WHAT THE TASK ASKS >> Your job is to report every line of the entries that has "order".

EXERCISE INPUT >>

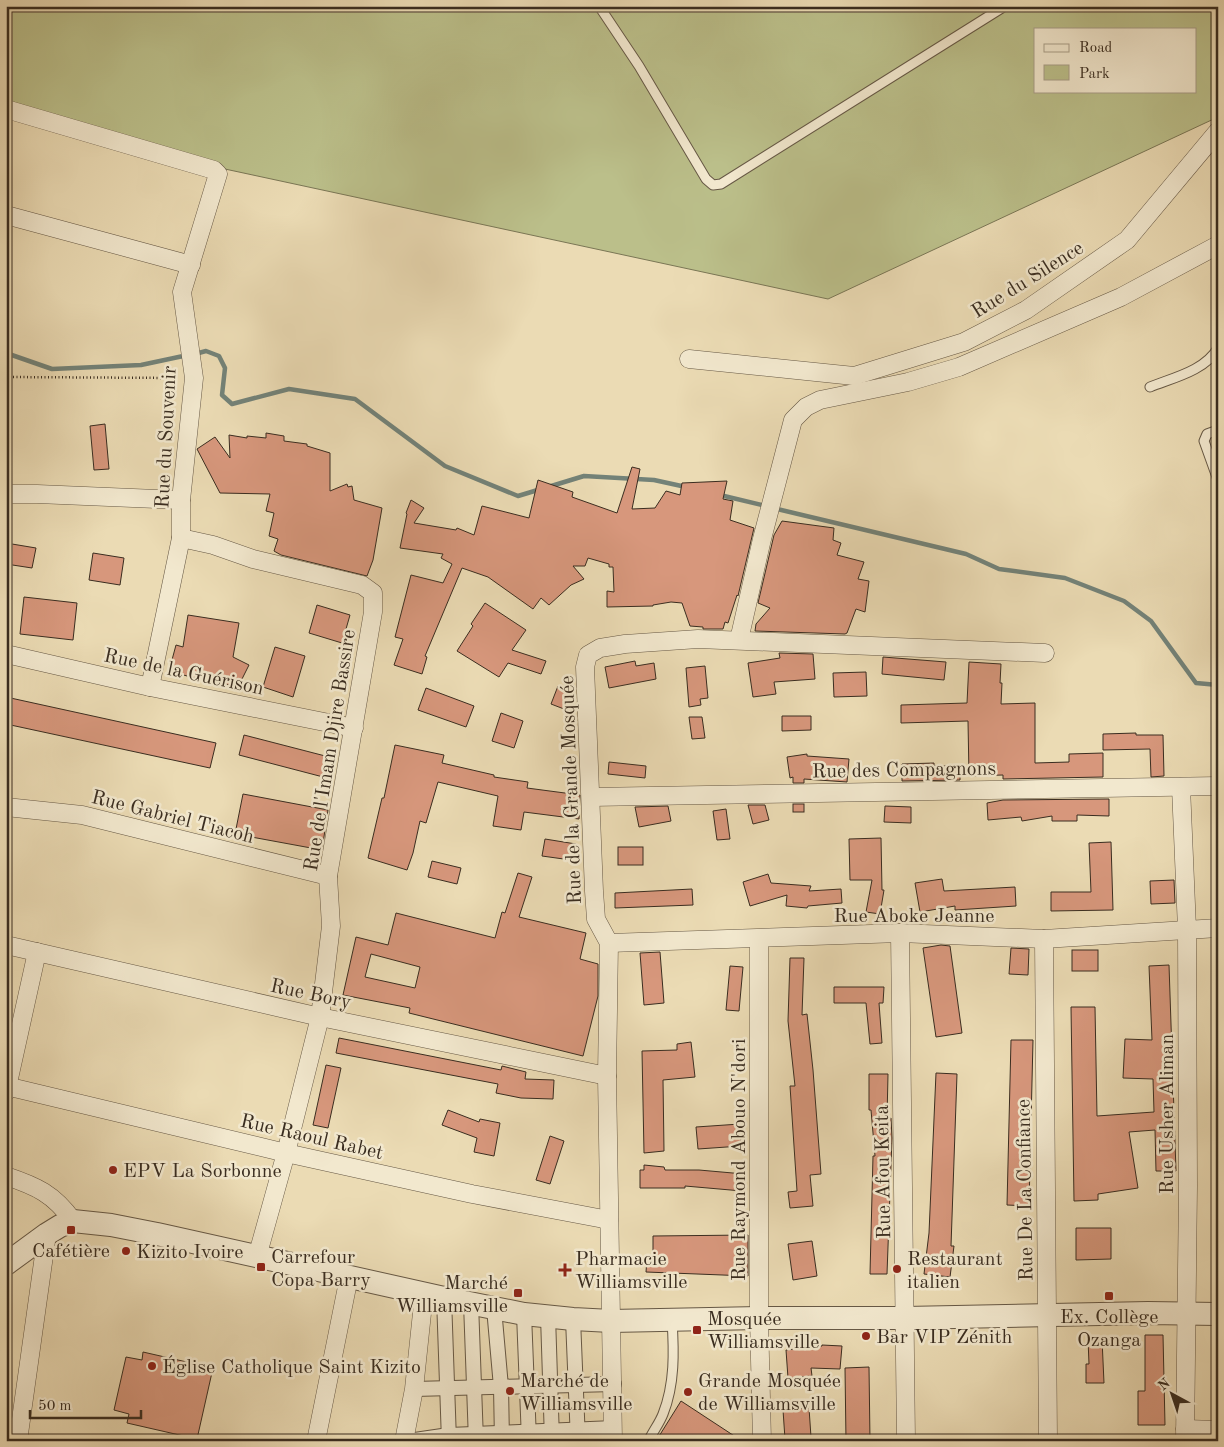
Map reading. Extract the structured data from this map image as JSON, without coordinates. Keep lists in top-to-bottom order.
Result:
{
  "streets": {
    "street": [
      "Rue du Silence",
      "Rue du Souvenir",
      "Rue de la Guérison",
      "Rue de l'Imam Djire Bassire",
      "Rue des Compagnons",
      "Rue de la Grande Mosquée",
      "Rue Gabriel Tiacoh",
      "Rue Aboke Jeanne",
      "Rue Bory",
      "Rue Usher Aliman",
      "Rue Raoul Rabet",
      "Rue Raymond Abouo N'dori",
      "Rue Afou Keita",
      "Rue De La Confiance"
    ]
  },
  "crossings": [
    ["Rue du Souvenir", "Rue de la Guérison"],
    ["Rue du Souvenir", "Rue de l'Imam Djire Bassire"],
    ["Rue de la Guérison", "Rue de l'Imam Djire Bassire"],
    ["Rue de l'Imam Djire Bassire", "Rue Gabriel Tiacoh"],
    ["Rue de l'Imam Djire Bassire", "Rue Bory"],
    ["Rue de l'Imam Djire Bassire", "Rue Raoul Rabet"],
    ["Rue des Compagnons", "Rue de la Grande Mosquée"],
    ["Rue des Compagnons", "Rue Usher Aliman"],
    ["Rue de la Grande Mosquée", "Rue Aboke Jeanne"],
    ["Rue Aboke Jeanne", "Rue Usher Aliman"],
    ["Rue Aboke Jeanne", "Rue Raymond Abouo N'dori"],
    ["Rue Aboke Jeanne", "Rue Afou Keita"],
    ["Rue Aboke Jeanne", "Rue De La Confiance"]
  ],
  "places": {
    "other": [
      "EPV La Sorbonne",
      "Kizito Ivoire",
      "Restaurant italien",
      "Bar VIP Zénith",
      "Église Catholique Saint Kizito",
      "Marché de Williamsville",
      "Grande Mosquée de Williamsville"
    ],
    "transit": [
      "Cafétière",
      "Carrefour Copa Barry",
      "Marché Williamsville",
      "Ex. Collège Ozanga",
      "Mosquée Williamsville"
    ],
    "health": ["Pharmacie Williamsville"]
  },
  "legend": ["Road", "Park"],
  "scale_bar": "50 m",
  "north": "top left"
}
* * *
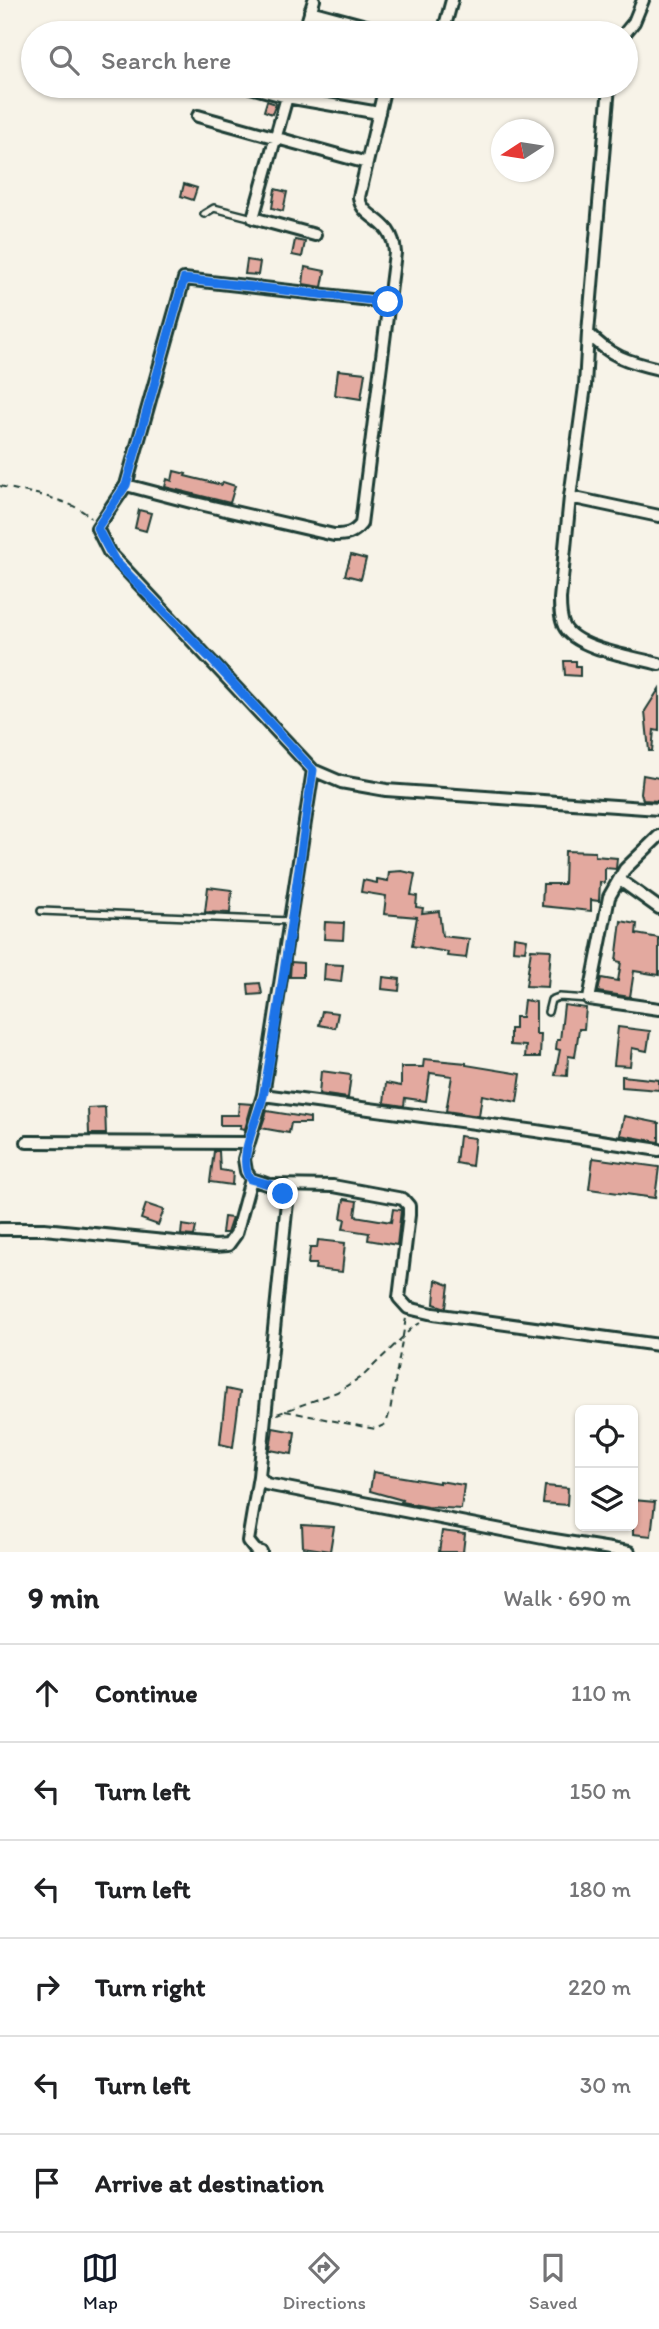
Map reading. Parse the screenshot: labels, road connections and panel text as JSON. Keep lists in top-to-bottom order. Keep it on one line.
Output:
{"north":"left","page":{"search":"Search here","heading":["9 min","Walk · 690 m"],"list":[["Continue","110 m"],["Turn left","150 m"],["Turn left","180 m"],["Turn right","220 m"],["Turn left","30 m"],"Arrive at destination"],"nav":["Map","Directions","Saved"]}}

ANSWER AREA >>
Map reading. Extract the structured data from this map image as JSON, without coordinates. Keep lists in top-to-bottom order.
Map reading. Parse the screenshot: labels, road connections and panel text as JSON. Keep lists in top-to-bottom order. Keep it on one line.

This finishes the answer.